> **Data supplied**:
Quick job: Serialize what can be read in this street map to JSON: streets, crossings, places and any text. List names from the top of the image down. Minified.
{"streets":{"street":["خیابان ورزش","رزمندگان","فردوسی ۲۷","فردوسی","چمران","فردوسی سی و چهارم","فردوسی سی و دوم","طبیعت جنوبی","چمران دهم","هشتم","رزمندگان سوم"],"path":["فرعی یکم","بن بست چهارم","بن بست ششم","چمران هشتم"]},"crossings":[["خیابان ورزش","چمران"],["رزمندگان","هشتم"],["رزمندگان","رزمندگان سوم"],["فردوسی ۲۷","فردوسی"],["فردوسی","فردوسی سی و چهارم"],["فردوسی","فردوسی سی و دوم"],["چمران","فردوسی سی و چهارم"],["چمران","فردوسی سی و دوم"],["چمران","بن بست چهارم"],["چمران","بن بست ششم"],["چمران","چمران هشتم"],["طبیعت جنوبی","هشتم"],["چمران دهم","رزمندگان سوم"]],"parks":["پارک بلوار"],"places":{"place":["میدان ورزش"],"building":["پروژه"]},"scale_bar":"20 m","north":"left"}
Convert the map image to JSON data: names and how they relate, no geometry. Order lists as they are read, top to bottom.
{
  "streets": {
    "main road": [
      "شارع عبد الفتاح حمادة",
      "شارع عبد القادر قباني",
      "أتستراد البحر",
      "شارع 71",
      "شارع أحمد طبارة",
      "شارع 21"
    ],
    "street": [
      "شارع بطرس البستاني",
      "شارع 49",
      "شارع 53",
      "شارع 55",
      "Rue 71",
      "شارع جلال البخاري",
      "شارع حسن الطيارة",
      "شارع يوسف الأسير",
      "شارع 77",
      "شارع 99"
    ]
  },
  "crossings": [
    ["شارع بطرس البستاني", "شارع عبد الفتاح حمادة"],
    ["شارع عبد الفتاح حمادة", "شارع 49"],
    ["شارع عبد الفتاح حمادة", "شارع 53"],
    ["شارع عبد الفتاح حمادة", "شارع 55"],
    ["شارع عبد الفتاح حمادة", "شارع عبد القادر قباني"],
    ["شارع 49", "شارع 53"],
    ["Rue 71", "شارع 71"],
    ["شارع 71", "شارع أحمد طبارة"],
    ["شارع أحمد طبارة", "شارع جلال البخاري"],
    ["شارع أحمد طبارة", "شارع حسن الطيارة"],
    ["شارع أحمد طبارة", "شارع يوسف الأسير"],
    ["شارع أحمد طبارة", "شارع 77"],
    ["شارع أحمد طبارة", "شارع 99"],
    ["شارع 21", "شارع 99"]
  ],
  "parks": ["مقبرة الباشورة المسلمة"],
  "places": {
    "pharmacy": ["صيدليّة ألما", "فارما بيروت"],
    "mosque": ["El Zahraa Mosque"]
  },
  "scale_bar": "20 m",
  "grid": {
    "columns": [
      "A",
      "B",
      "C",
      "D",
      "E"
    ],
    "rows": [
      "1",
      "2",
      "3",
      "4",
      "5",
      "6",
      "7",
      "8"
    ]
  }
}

> **Problem to work on**: Report every line of the material above in which "الأسير" appears.

> **Output for this exercise**:
      "شارع يوسف الأسير",
    ["شارع أحمد طبارة", "شارع يوسف الأسير"],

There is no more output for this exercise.